THE TASK | From the data below, return each line in which the string "does" is found.

Stored items from a collection
↓

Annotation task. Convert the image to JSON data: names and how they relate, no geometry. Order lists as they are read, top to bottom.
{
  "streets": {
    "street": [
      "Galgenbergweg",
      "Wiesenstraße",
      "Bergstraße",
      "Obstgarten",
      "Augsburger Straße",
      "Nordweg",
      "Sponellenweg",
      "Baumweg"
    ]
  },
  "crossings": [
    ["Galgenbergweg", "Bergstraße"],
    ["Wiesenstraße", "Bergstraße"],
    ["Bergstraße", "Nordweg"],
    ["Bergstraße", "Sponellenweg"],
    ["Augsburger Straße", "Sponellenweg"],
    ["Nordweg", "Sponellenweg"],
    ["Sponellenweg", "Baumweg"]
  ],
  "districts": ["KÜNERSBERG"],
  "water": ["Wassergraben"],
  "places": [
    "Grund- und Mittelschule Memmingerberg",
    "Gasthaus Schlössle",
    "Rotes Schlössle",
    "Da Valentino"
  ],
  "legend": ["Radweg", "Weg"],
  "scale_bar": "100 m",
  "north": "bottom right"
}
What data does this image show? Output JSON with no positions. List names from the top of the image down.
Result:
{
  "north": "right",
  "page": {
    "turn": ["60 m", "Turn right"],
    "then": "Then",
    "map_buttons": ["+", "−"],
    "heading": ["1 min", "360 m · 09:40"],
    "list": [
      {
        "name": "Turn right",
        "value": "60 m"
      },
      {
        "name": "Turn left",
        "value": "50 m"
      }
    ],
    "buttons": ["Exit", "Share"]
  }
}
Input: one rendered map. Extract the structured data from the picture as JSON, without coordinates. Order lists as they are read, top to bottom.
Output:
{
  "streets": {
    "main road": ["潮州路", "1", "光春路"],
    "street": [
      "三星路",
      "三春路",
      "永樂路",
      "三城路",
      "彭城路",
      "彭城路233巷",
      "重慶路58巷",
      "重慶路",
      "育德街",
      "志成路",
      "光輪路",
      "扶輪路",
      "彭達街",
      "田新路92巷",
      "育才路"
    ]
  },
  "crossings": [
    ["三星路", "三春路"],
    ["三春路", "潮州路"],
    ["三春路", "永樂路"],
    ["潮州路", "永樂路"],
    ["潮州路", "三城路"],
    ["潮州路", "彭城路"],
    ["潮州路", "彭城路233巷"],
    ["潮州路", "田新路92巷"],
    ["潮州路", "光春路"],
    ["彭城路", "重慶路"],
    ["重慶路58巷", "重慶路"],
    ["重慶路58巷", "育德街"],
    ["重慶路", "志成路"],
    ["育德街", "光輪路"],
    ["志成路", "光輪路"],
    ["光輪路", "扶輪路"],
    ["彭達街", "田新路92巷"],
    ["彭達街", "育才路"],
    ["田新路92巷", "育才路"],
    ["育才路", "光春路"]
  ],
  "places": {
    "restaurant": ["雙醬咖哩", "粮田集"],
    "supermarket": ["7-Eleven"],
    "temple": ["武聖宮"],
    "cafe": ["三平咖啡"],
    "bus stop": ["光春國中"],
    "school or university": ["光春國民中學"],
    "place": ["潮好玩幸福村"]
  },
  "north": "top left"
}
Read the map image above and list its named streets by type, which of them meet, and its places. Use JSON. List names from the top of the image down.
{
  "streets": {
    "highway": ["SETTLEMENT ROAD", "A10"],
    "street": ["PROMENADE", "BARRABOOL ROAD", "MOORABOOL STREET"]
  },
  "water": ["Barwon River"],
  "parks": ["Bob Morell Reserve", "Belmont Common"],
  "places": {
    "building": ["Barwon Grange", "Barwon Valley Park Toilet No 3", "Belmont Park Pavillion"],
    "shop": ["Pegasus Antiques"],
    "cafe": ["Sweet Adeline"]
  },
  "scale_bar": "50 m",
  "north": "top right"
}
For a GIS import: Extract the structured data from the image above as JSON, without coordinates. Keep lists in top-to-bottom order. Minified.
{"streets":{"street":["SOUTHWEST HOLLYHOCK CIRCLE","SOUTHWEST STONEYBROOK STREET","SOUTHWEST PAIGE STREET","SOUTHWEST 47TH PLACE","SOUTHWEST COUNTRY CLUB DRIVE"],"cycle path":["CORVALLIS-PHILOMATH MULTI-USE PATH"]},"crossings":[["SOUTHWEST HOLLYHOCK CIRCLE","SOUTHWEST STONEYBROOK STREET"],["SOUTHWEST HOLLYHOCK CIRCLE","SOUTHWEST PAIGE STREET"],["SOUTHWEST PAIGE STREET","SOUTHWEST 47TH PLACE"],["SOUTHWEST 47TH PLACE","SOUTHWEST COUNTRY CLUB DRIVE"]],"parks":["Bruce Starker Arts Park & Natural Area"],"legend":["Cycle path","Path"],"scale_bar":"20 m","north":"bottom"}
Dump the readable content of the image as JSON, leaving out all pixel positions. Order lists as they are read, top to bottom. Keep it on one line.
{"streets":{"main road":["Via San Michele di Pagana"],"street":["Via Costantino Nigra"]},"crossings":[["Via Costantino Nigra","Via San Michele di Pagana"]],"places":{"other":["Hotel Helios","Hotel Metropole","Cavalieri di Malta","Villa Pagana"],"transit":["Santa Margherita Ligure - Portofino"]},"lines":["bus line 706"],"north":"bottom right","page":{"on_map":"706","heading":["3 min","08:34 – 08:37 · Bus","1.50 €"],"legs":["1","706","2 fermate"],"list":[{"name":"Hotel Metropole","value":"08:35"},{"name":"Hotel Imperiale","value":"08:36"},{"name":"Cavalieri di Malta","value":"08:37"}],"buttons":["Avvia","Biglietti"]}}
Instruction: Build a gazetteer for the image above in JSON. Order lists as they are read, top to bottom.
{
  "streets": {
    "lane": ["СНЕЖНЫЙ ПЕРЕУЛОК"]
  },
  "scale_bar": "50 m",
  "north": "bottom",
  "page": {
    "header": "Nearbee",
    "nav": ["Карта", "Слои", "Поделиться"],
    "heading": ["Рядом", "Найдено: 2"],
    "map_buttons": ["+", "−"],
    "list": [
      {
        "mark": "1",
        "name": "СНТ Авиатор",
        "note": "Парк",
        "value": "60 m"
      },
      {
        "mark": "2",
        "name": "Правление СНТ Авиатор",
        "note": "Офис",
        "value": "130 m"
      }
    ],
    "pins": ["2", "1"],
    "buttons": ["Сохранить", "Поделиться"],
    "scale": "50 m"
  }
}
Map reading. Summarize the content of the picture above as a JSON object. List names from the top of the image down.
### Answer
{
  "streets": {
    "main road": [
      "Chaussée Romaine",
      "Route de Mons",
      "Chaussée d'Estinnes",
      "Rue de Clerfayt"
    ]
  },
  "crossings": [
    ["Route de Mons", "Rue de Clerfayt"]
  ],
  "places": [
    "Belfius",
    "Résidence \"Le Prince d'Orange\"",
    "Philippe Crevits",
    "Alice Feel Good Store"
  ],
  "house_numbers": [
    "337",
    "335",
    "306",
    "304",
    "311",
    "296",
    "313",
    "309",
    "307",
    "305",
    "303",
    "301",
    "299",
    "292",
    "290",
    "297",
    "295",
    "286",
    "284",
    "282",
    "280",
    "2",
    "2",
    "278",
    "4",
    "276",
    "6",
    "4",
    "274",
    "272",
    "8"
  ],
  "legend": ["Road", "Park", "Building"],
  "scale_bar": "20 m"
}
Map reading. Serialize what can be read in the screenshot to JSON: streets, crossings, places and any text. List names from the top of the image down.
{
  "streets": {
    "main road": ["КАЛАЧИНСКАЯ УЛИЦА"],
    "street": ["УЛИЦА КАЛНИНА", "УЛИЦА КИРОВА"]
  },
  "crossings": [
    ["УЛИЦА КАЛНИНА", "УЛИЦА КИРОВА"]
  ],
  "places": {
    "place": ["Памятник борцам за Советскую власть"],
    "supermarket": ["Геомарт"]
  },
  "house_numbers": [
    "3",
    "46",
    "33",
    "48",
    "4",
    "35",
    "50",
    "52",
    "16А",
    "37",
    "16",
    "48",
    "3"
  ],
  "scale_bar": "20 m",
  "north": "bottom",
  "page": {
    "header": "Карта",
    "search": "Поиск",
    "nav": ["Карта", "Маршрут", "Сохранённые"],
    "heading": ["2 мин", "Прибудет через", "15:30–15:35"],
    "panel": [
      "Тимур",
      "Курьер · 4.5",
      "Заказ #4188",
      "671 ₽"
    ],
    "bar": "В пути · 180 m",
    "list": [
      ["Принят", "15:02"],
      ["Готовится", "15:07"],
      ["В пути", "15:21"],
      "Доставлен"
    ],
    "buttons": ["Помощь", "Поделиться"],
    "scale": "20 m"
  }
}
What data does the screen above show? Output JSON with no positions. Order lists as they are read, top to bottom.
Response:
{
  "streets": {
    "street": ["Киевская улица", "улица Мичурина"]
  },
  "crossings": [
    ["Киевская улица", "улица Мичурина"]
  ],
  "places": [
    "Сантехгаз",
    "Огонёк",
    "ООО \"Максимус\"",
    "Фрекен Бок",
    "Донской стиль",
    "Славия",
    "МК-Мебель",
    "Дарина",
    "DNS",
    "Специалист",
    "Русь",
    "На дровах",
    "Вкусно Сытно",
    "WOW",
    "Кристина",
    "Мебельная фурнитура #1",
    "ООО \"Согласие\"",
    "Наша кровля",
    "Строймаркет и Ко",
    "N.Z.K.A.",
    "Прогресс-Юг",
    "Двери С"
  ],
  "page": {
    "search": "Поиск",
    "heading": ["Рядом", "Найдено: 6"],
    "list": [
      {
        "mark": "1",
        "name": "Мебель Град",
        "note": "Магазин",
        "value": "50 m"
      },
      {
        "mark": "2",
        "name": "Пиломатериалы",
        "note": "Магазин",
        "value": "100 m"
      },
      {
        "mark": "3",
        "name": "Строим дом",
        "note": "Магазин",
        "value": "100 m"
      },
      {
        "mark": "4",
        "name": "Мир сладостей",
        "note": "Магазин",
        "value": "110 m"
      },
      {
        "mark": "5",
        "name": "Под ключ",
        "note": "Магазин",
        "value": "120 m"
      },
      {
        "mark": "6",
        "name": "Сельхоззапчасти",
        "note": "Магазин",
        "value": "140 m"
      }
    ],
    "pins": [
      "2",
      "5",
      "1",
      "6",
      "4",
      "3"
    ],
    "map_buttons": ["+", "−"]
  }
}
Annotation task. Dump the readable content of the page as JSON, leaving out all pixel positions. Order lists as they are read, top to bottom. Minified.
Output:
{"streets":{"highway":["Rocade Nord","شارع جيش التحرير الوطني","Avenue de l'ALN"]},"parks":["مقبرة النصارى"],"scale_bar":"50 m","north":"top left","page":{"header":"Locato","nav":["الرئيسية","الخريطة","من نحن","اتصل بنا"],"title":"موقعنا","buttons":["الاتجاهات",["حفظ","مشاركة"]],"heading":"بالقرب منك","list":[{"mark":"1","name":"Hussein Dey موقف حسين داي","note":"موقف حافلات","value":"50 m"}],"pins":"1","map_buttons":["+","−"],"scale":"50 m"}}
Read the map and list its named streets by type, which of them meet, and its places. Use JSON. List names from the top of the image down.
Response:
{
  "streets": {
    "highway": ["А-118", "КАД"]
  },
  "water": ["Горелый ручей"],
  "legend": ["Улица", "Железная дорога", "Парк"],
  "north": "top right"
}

↑

REPLY |
What data does this image show? Output JSON with no positions. List names from the top of the image down.
What data does the screen above show? Output JSON with no positions. Order lists as they are read, top to bottom.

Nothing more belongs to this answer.